2. Ascertaining the differences between the prior art and the claims at issue.
3. Resolving the level of ordinary skill in the pertinent art.
4. Considering objective evidence present in the application indicating obviousness or non-obviousness.
Claim 9 is rejected under 35 U.S.C. 103 as being unpatentable over Pandian as applied to claim 1 above, and further in view of Gajera (US 10,769,427 B1; published Sep. 8, 2020).
Regarding claim 9, Pandian discloses the invention of claim 1 as discussed above. Pandian does not disclose executing a digitization activity in an RPA workflow. However, Gajera teaches an RPA system that operates to automatically identify fields provided by an application. See column 4, lines 1-14. It would have been obvious to one of ordinary skill in the art before the effective filing date of the claimed invention to have modified Pandian to incorporate the teachings of Gajera to perform the data extraction from electronic documents as diverse as facsimile images, scanned images, and images from document management systems, at least because doing so would enable the automatic extraction of data from a structured document without manual intervention.

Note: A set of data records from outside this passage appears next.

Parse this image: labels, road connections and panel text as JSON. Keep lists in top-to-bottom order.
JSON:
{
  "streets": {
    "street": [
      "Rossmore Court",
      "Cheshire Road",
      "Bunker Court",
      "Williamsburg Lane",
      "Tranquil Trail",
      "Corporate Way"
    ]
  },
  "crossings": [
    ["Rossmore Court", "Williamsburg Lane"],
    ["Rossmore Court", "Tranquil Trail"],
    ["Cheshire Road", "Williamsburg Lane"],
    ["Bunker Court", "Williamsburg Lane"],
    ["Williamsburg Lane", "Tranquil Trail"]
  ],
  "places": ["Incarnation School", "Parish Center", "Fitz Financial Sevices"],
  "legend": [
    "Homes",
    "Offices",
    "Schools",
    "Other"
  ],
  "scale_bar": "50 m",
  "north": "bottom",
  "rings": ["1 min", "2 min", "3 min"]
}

Claims 13 and 14 are rejected under 35 U.S.C. 103 as being unpatentable over Pandian as applied to claim 1 above, and further in view of Schmidtler (US 2008/0086432 A1; published Apr. 10, 2008).
Regarding claim 13, Pandian discloses the invention of claim 1 as discussed above. Pandian does not expressly disclose classifying into one or more document types using one or more classifiers. However, Schmidtler teaches a method for classifying unlabeled documents using a trained classifier. See paragraph 7. It would have been obvious to one of ordinary skill in the art before the effective filing date of the claimed invention to have modified Pandian to incorporate the teachings of Schmidtler to employ a trained classifier to classify the structured documents, at least because doing so would enable adaptively learning to classify documents in relation to drifting classification concepts without manual effort. Schmidtler, paragraph 43.

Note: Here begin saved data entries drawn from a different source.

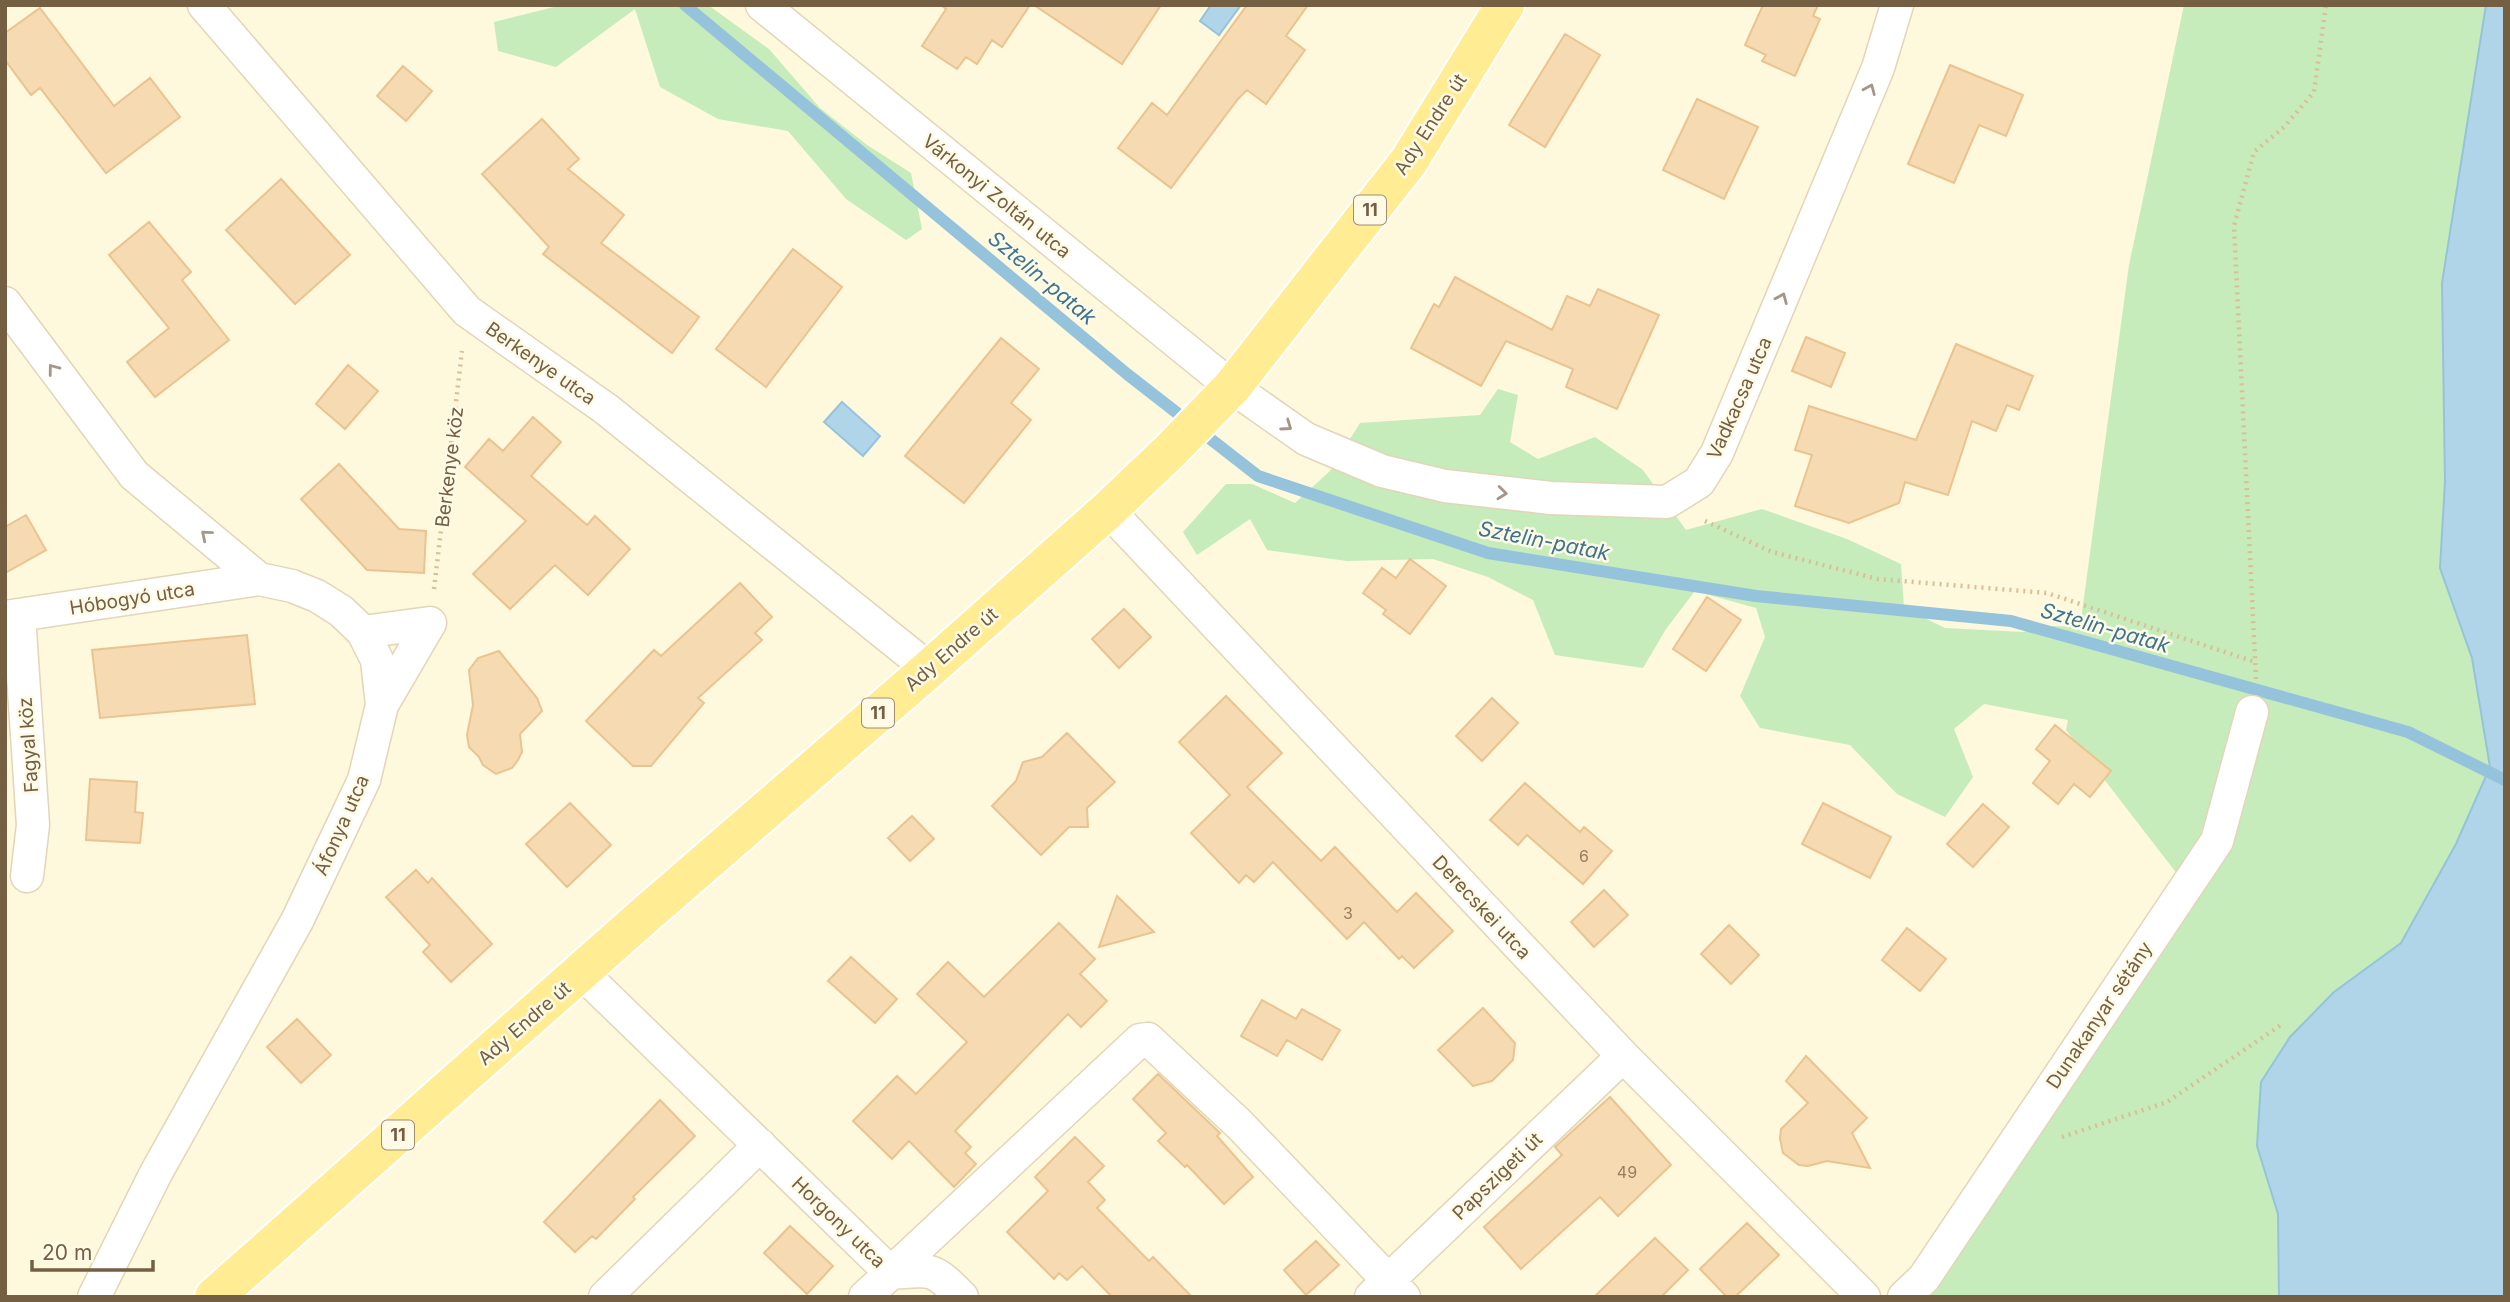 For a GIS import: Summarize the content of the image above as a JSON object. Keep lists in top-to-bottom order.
{
  "streets": {
    "main road": ["Ady Endre út", "11"],
    "street": [
      "Várkonyi Zoltán utca",
      "Berkenye utca",
      "Vadkacsa utca",
      "Hóbogyó utca",
      "Fagyal köz",
      "Áfonya utca",
      "Derecskei utca",
      "Dunakanyar sétány",
      "Papszigeti út",
      "Horgony utca"
    ],
    "path": ["Berkenye köz"]
  },
  "crossings": [
    ["Ady Endre út", "Várkonyi Zoltán utca"],
    ["Ady Endre út", "Berkenye utca"],
    ["Ady Endre út", "Derecskei utca"],
    ["Ady Endre út", "Horgony utca"],
    ["Berkenye utca", "Berkenye köz"],
    ["Hóbogyó utca", "Fagyal köz"],
    ["Hóbogyó utca", "Áfonya utca"],
    ["Derecskei utca", "Papszigeti út"]
  ],
  "one_way": ["Vadkacsa utca"],
  "water": ["Sztelin-patak"],
  "house_numbers": ["6", "3", "49"],
  "scale_bar": "20 m"
}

Regarding claim 14, Pandian, in view of Schmidtler, discloses the invention of claim 13 as discussed above. Pandian does not expressly disclose outputting the classification information. However, Schmidtler teaches a method for classifying unlabeled documents using a trained classifier. See paragraph 7. It would have been obvious to one of ordinary skill in the art before the effective filing date of the claimed invention to have modified Pandian to incorporate the teachings of Schmidtler to employ a trained classifier to classify the structured documents, at least because doing so would enable adaptively learning to classify documents in relation to drifting classification concepts without manual effort. Schmidtler, paragraph 43.

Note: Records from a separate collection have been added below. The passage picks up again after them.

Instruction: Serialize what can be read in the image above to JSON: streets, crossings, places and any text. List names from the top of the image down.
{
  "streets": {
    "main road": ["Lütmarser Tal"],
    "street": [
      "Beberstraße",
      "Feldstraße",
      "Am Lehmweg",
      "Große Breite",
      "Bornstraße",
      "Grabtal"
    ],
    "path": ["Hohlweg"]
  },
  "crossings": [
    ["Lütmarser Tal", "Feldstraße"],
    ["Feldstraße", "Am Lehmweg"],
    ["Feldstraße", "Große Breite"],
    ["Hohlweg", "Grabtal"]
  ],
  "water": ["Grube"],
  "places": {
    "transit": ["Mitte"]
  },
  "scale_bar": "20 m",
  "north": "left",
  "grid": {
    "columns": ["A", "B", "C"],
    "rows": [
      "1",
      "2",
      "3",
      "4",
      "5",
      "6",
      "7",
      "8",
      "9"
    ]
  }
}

Claims 6 and 8 are rejected under 35 U.S.C. 103 as being unpatentable over Pandian as applied to claim 5 above, and further in view of Jones (US 2004/0162833 A1; published Aug. 19, 2004).
Regarding claim 6, Pandian discloses the invention of claim 5 as discussed above. Pandian does not specifically disclose wherein the defining includes: providing an interface facilitating the defining of a list of document types targeted for classification and data extraction with associated fields for each of the document types; and receiving the list of defined document types and the associated fields for each of the defined document types. However, Jones teaches structuring a document with one or more elements and associating the document with particular tables within a document library. See paragraphs 6, 7. It would have been obvious to one of ordinary skill in the art before the effective filing date of the claimed invention to have modified Pandian to associate the image file with one or more elements and a table within a document library. Doing so would synchronize the form with the elements of the document as structured in the database. 

Regarding claim 8, Pandian discloses the invention of claim 7 as discussed above. Pandian does not disclose wherein the storing includes storing a list of document types and associated fields in a master taxonomy data structure. However, Jones teaches structuring a document with one or more elements and associating the document with particular tables within a document library. See paragraphs 6, 7. It would have been obvious to one of ordinary skill in the art before the effective filing date of the claimed invention to have modified Pandian to associate the image file with one or more elements and a table within a document library. Doing so would synchronize the form with the elements of the document as structured in the database.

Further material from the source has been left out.